What is the best 30 for 30 episode of all time?

The Two Escobars is the critical and fan consensus answer. Once Brothers and You Don't Know Bo are the two most cited alternatives depending on whether you want heartbreak or joy.

How many 30 for 30 episodes are there?

The series has produced well over 100 episodes since launching in 2009, covering a wide range of sports, eras, and storytelling styles. The quality varies significantly, which is why best-of lists tend to cluster around the same ten or so episodes.

Where can I watch 30 for 30 episodes?

Most episodes are available on ESPN+ and the ESPN app. Some are available on YouTube and other streaming platforms depending on the episode and region.

Is Once Brothers about basketball or the war in Yugoslavia?
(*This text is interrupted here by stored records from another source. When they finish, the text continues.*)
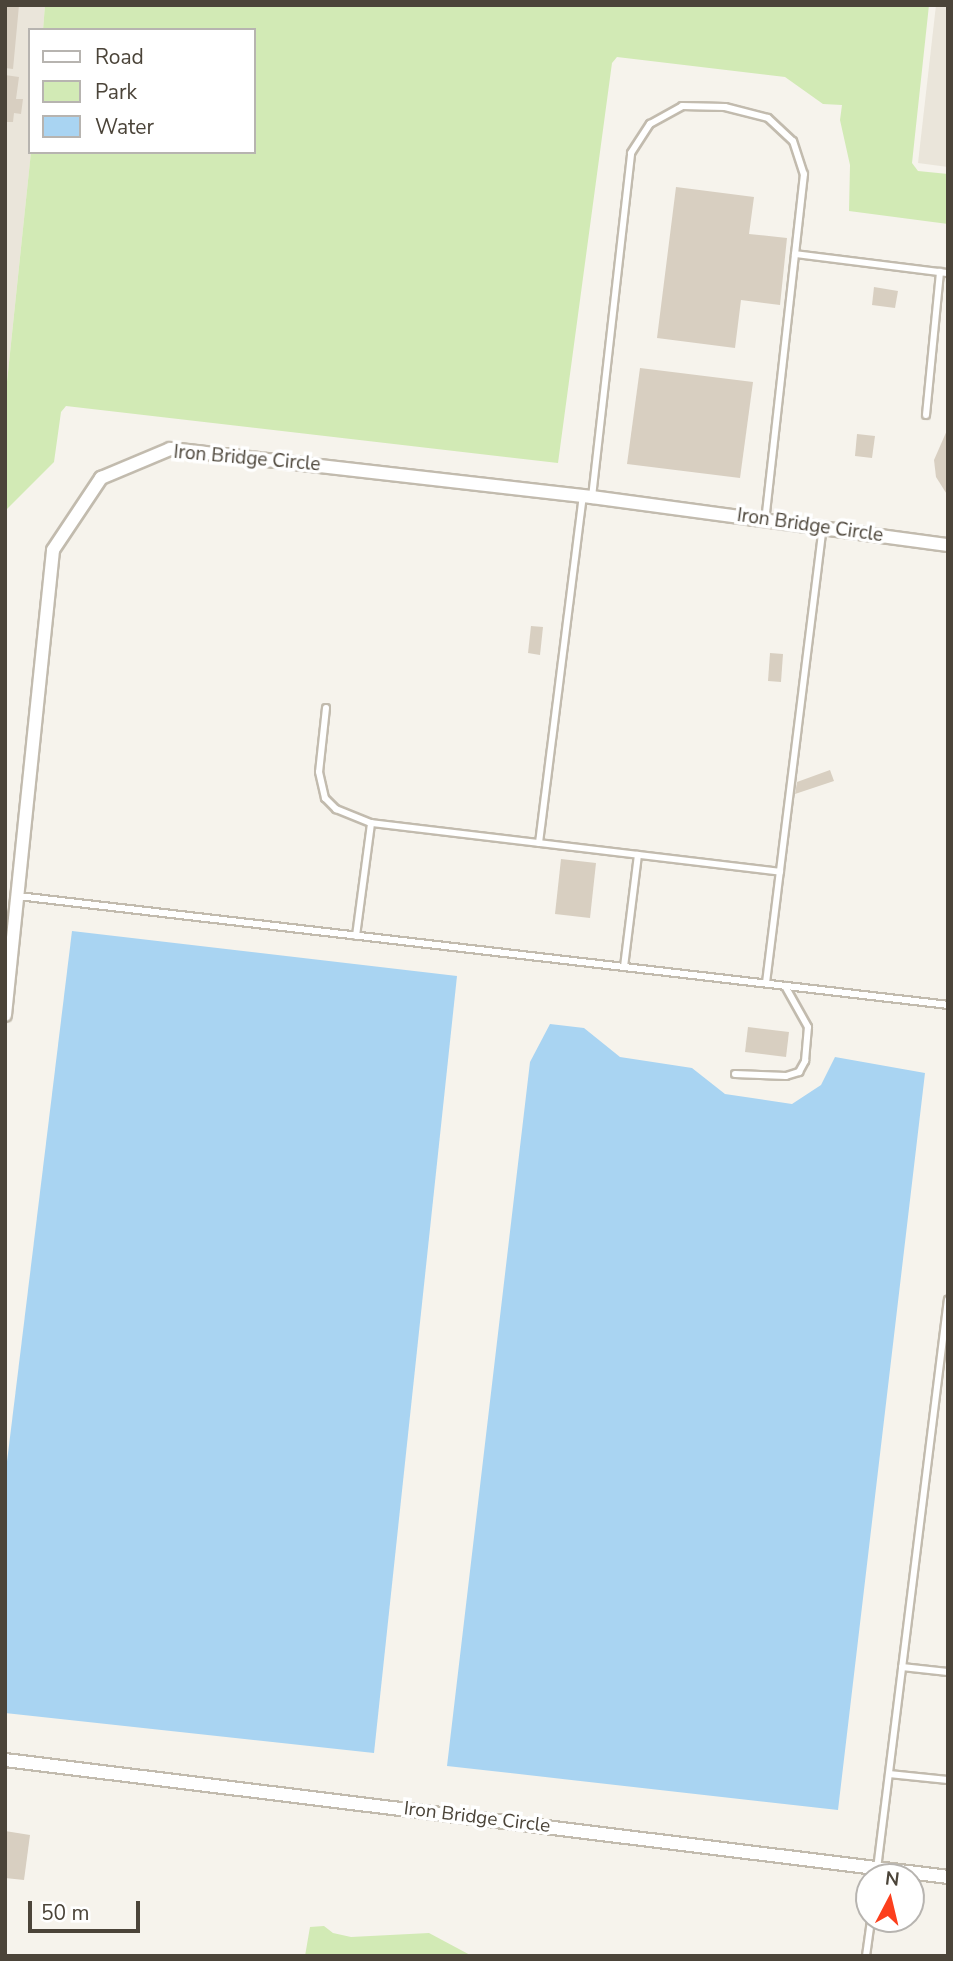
<!DOCTYPE html>
<style>
body{margin:0}
#map{position:relative;width:953px;height:1961px;overflow:hidden;background:#f6f3ec;font-family:"Nunito Sans",sans-serif}
div>[style]{position:absolute}
[style*='--x']{left:calc(var(--x)*1px);top:calc(var(--y)*1px);width:calc(var(--w)*1px);rotate:calc(var(--a)*1deg)}
.residential>*{inset:0;background:#eae5da}
.green>*{inset:0;background:#d2eab5}
.water>*{inset:0;background:#a9d4f2}
.building>*{inset:0;background:#d8cfc1}
.roads{filter:drop-shadow(2px 0 #c2bbae) drop-shadow(-2px 0 #c2bbae) drop-shadow(0 2px #c2bbae) drop-shadow(0 -2px #c2bbae)}
.lane>*{height:6px;margin:-3px;padding:0 3px;transform-origin:3px;border-radius:3px;background:#fff}
.street>*{height:12px;margin:-6px;padding:0 6px;transform-origin:6px;border-radius:6px;background:#fff}
span{translate:-50% -50%;white-space:nowrap;text-align:center;line-height:1.15;-webkit-text-stroke:7px #fff;paint-order:stroke}
.street-label{font-size:19px;color:#4b4439}
.frame{position:absolute;inset:0;border:7px solid #4b4439;pointer-events:none}
.legend{position:absolute;left:28px;top:28px;width:228px;height:126px;box-sizing:border-box;background:#fff;border:2px solid #b7b4b0;margin:0;padding:9px 12px;list-style:none;font-size:21px;color:#4b4439}
.legend li{display:flex;align-items:center;gap:14px;height:35px}
.legend b{width:35px;border:2px solid #b7b4b0}
.north{position:absolute;left:855px;top:1863px;width:70px;height:70px;box-sizing:border-box;background:#fff;border:2px solid #b7b4b0;border-radius:50%;rotate:7deg;font-size:19px;font-weight:700;line-height:28px;text-align:center;color:#4b4439}
.north::after{content:'';display:block;margin:auto;width:24px;height:32px;background:#fc3f1d;clip-path:polygon(50% 0,100% 100%,50% 72%,0 100%)}
.scale{position:absolute;left:28px;top:1901px;width:112px;height:32px;box-sizing:border-box;border:4px solid #4b4439;border-top:0;padding-left:9px;font-size:21px;line-height:24px;white-space:nowrap;color:#4b4439;-webkit-text-stroke:5px #fff;paint-order:stroke}
</style>
<div id="map">
<div class="residential">
<div style="clip-path:polygon(5px 5px,45px 5px,43px 30px,30px 30px,31px 152px,5px 401px)"></div>
<div style="clip-path:polygon(936px 5px,948px 5px,948px 167px,918px 163px)"></div>
</div>
<div class="green">
<div style="clip-path:polygon(45px 5px,929px 5px,912px 163px,918px 171px,948px 174px,948px 224px,849px 211px,850px 165px,840px 120px,842px 105px,823px 104px,785px 77px,617px 57px,612px 63px,558px 463px,66px 406px,61px 412px,54px 462px,5px 511px,5px 401px,31px 152px,254px 152px,254px 30px,43px 30px)"></div>
<div style="clip-path:polygon(324px 1926px,333px 1933px,351px 1937px,429px 1933px,472px 1956px,305px 1956px,310px 1927px)"></div>
</div>
<div class="water">
<div style="clip-path:polygon(72px 931px,457px 976px,374px 1753px,5px 1713px,5px 1478px)"></div>
<div style="clip-path:polygon(550px 1024px,584px 1028px,620px 1057px,692px 1068px,725px 1094px,792px 1104px,821px 1085px,835px 1057px,925px 1073px,838px 1810px,447px 1766px,530px 1062px)"></div>
</div>
<div class="building">
<div style="clip-path:polygon(5px 5px,19px 5px,13px 69px,5px 68px)"></div>
<div style="clip-path:polygon(5px 75px,19px 77px,16px 99px,23px 99px,21px 114px,14px 113px,13px 122px,5px 122px)"></div>
<div style="clip-path:polygon(676px 187px,754px 197px,749px 234px,787px 238px,780px 305px,741px 300px,735px 348px,657px 338px)"></div>
<div style="clip-path:polygon(874px 287px,898px 291px,895px 308px,872px 305px)"></div>
<div style="clip-path:polygon(640px 368px,753px 382px,740px 478px,627px 464px)"></div>
<div style="clip-path:polygon(948px 428px,948px 496px,936px 477px,934px 460px)"></div>
<div style="clip-path:polygon(857px 434px,875px 436px,872px 458px,855px 456px)"></div>
<div style="clip-path:polygon(531px 626px,543px 627px,540px 655px,528px 653px)"></div>
<div style="clip-path:polygon(770px 653px,783px 654px,781px 682px,768px 681px)"></div>
<div style="clip-path:polygon(830px 770px,834px 781px,795px 794px,797px 782px)"></div>
<div style="clip-path:polygon(561px 859px,596px 863px,590px 918px,555px 914px)"></div>
<div style="clip-path:polygon(748px 1027px,789px 1032px,786px 1057px,745px 1052px)"></div>
<div style="clip-path:polygon(5px 1831px,30px 1835px,24px 1880px,5px 1878px)"></div>
</div>
<div class="roads">
<div class="lane">
<div style="--x:795;--y:254;--w:154;--a:7.1"></div>
<div style="--x:926;--y:415;--w:144;--a:-84.4"></div>
<div style="--x:592;--y:497;--w:346;--a:-83.5"></div>
<div style="--x:631;--y:153;--w:35;--a:-57"></div>
<div style="--x:650;--y:124;--w:37;--a:-29"></div>
<div style="--x:682;--y:106;--w:43;--a:1.3"></div>
<div style="--x:725;--y:107;--w:44;--a:14.3"></div>
<div style="--x:768;--y:118;--w:34;--a:43"></div>
<div style="--x:793;--y:141;--w:35;--a:72"></div>
<div style="--x:804;--y:174;--w:348;--a:96.4"></div>
<div style="--x:326;--y:708;--w:64;--a:96.2"></div>
<div style="--x:319;--y:772;--w:27;--a:77"></div>
<div style="--x:325;--y:798;--w:16;--a:45"></div>
<div style="--x:336;--y:809;--w:38;--a:22"></div>
<div style="--x:371;--y:823;--w:412;--a:6.8"></div>
<div style="--x:539;--y:843;--w:350;--a:-82.8"></div>
<div style="--x:18;--y:896;--w:936;--a:6.68"></div>
<div style="--x:356;--y:936;--w:114;--a:-82.4"></div>
<div style="--x:624;--y:967;--w:113;--a:-82.9"></div>
<div style="--x:766;--y:983;--w:459;--a:-82.9"></div>
<div style="--x:735;--y:1074;--w:51;--a:2.2"></div>
<div style="--x:786;--y:1076;--w:14;--a:-17"></div>
<div style="--x:799;--y:1072;--w:13;--a:-61"></div>
<div style="--x:805;--y:1061;--w:34;--a:-85"></div>
<div style="--x:808;--y:1027;--w:47;--a:-119.3"></div>
<div style="--x:902;--y:1667;--w:46;--a:6.2"></div>
<div style="--x:889;--y:1774;--w:59;--a:5.8"></div>
<div style="--x:876;--y:1877;--w:582;--a:-82.9"></div>
<div style="--x:866;--y:1956;--w:37;--a:-82"></div>
</div>
<div class="street">
<div style="--x:5;--y:1015;--w:467;--a:-84.1"></div>
<div style="--x:53;--y:550;--w:87;--a:-56.3"></div>
<div style="--x:101;--y:478;--w:75;--a:-22.8"></div>
<div style="--x:170;--y:449;--w:425;--a:6.5"></div>
<div style="--x:592;--y:497;--w:359;--a:7.7"></div>
<div style="--x:5;--y:1760;--w:950;--a:7.07"></div>
</div>
</div>
<div class="street-label">
<span style="left:247px;top:459px;rotate:5deg">Iron Bridge Circle</span>
<span style="left:810px;top:526px;rotate:8deg">Iron Bridge Circle</span>
<span style="left:477px;top:1818px;rotate:7deg">Iron Bridge Circle</span>
</div>
<div class="frame"></div>
<ul class="legend">
<li><b style="height:9px;background:#fff"></b>Road</li>
<li><b style="height:19px;background:#d2eab5"></b>Park</li>
<li><b style="height:19px;background:#a9d4f2"></b>Water</li>
</ul>
<div class="north">N</div>
<div class="scale">50 m</div>
</div>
Both, equally. It uses the friendship and falling-out between Vlade Divac and Dražen Petrović as the human entry point into the broader story of Yugoslavia's dissolution. You don't need to follow basketball or Eastern European history to find it devastating.

Which 30 for 30 is best for someone who doesn't follow sports?

June 17, 1994 works completely without any sports context because it's really about a single day in American culture. Broke is similarly accessible because its subject is financial behavior rather than athletic performance.

The best 30 for 30 episodes prove that sports stories, told well, are just human stories in disguise. These ten are the ones that make that case most convincingly.